FIG. 13 illustrates a third embodiment of the present invention comprising a double sling apparatus 50. The opening 72 is provided for attaching the sling apparatus 50 to a hook as shown in FIG. 1. The sling apparatus 50 has a first hook 52 and a second hook (not shown), a first clamping head 54 and a second clamping head (not shown). The sling apparatus 50 uses a first strap 56 and a second strap 58. The first strap 56 has one end which attaches to the first hook 52 and an opposite end adjusted and locked into position by the second clamping head (not shown). The second strap 58 has one end which attaches to the second hook (not shown) and an opposite end adjusted and locked into position by the first clamping head 54. Alternately, the first strap 56 may be attached so that one end of the strap 56 attaches to the first hook 52 and an opposite end is adjusted and locked into position by the first clamping head 54. The second strap 58 can be attached so that one end of the strap 52 is attached to the second hook (not shown) and the opposite end of the strap 52 is adjusted and locked into position by the second clamping head (not shown). The sling apparatus 50 is useful for loads that require support on four sides as opposed to two sides as shown in FIG. 1. The operation of each of the first and second clamping heads is identical to the sling apparatus 10 described above. For example, the first clamping head 54 includes a first strut 62, a second strut 64, a stationary pin 60, a locking pin 66 having a first arm 68 and a second arm 70 and first recesses 74 and second recesses 76 located in the first and second struts 62 and 64. Therefore, no further description need be given.

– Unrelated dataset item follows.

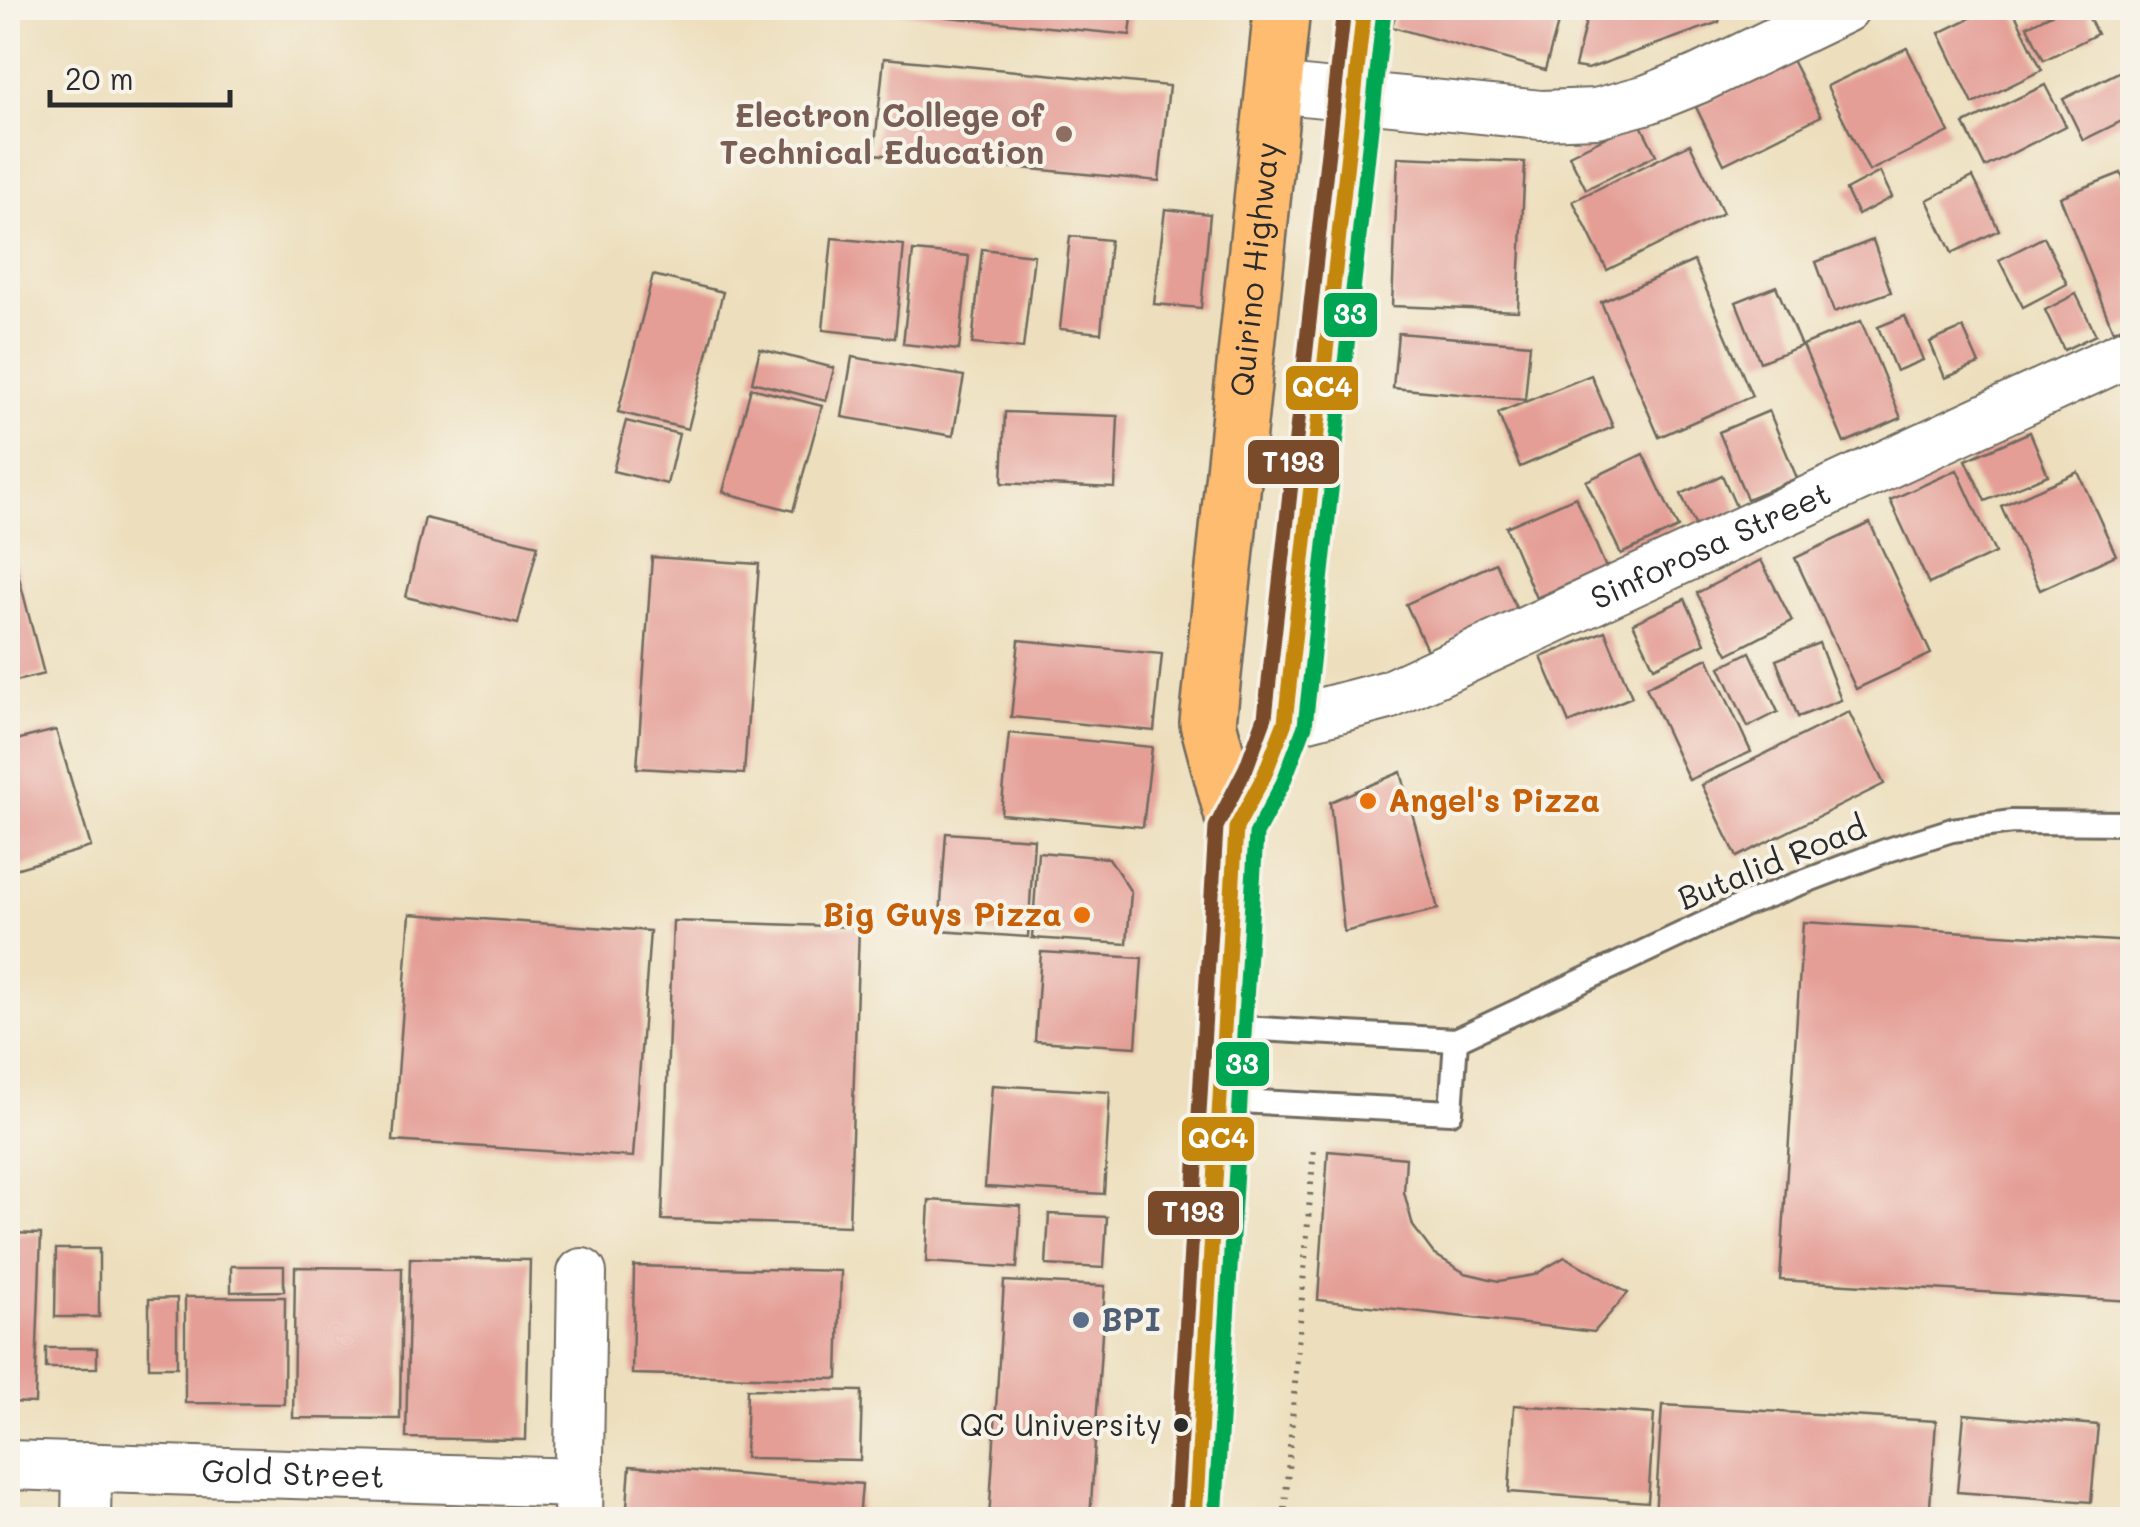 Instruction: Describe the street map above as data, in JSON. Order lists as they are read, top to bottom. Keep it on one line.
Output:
{"streets":{"main road":["Quirino Highway"],"street":["Sinforosa Street","Gold Street"],"lane":["Butalid Road"]},"crossings":[["Quirino Highway","Sinforosa Street"],["Quirino Highway","Butalid Road"]],"places":["Electron College of Technical Education","Angel's Pizza","Big Guys Pizza","BPI","QC University"],"lines":["transit line QC4","transit line T193","transit line 33"],"scale_bar":"20 m"}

FIG. 14 illustrates a sling apparatus 78 in accordance with a fourth embodiment of the present invention. A body 80 having a first leg 82 and a second leg 84 has a clamping head 86 located on the first leg 82 and an attachment bar 88 on the second leg 84. The clamping head 86 is nearly identical to that shown in FIG. 1 including a first strut 90, a second strut 92, a stationary pin 94, a locking pin 96 having a first arm 98 and a second arm 100 and first recesses 102 and second recesses 104 located in the first and second struts 90 and 92. Therefore no further description need be given with respect to the clamping head 86. The attachment bar 88 connects one end of the strap 106 to the sling apparatus 78 by wrapping it around the bar 88 and attaching the free end of the strap onto the strap 106. A locking pin 108 on each side of the bar 88 holds the bar in place. In order to remove the strap 106, the locking pins 108 must be removed from the bar 88. After the pins 108 have been removed, the bar 88 slides out and the strap 106 is removed.
FIG. 15 illustrates a sling apparatus according to a fifth embodiment. The sling apparatus 110 has a body 112 having a first and second strut 114 and 116 molded as an integral extension of the body 112. An opening 111 is provided in the body 112 for attaching the sling apparatus 110 to a hook as shown in FIG. 1. In addition a hook 118 is formed as an integral extension of the body 112. A locking pin 120 having a first arm 115 and a second arm 117 is rotatably mounted about a stationary pin 122.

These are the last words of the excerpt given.